**ACTIVITY:**
Below is a listing. Gather each line of it that contains "Orgovánová".

**AVAILABLE DATA:**
== == ==
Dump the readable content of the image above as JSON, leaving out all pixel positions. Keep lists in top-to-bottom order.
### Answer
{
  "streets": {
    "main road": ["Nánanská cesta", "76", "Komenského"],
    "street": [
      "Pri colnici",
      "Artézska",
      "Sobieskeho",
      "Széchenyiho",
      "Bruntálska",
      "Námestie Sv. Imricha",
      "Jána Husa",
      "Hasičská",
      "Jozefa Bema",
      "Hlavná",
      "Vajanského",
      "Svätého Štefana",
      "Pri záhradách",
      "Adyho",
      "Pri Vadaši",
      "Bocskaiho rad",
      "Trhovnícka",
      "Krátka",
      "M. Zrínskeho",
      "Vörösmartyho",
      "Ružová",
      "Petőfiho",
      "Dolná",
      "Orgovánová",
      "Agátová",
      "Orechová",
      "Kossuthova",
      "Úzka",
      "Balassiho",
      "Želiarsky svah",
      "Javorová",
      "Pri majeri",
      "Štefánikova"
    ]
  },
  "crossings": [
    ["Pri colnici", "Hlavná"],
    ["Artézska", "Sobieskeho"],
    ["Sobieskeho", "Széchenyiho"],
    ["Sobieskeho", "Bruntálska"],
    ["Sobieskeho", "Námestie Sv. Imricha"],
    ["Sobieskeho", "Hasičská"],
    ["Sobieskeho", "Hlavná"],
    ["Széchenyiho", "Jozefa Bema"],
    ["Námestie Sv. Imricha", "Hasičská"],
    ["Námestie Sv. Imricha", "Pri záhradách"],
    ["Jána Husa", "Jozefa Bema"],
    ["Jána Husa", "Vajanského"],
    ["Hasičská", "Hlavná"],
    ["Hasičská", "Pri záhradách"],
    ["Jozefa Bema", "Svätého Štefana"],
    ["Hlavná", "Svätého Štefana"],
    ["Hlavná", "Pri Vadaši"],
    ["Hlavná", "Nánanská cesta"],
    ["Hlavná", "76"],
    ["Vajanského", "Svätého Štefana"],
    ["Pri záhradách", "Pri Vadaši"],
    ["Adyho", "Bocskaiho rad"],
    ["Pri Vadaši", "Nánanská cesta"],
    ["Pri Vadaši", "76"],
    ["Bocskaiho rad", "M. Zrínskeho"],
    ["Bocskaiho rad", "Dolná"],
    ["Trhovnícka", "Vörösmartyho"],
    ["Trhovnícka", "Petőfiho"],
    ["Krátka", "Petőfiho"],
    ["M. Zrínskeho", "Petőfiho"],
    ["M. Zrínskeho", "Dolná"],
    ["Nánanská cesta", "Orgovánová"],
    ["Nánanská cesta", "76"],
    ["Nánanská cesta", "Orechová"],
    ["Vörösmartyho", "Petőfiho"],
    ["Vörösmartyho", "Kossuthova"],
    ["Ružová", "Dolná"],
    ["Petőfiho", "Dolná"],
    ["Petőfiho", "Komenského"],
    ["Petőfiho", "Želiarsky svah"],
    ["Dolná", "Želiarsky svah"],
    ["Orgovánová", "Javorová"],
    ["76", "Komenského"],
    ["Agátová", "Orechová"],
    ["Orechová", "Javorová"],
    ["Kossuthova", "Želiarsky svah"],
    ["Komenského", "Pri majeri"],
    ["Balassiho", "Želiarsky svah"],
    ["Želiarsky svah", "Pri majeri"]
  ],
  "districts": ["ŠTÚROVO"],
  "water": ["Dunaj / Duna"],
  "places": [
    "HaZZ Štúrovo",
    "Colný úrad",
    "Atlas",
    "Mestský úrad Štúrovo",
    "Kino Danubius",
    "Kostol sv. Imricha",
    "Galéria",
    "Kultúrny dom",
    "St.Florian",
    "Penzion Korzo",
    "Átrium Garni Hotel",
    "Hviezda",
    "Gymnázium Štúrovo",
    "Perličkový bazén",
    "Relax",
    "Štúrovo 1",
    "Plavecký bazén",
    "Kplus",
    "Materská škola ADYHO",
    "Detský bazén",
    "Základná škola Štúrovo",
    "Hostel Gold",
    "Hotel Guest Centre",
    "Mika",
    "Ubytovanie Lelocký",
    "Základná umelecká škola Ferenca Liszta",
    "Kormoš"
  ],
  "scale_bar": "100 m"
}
== == ==
**ANSWER:**
      "Orgovánová",
    ["Nánanská cesta", "Orgovánová"],
    ["Orgovánová", "Javorová"],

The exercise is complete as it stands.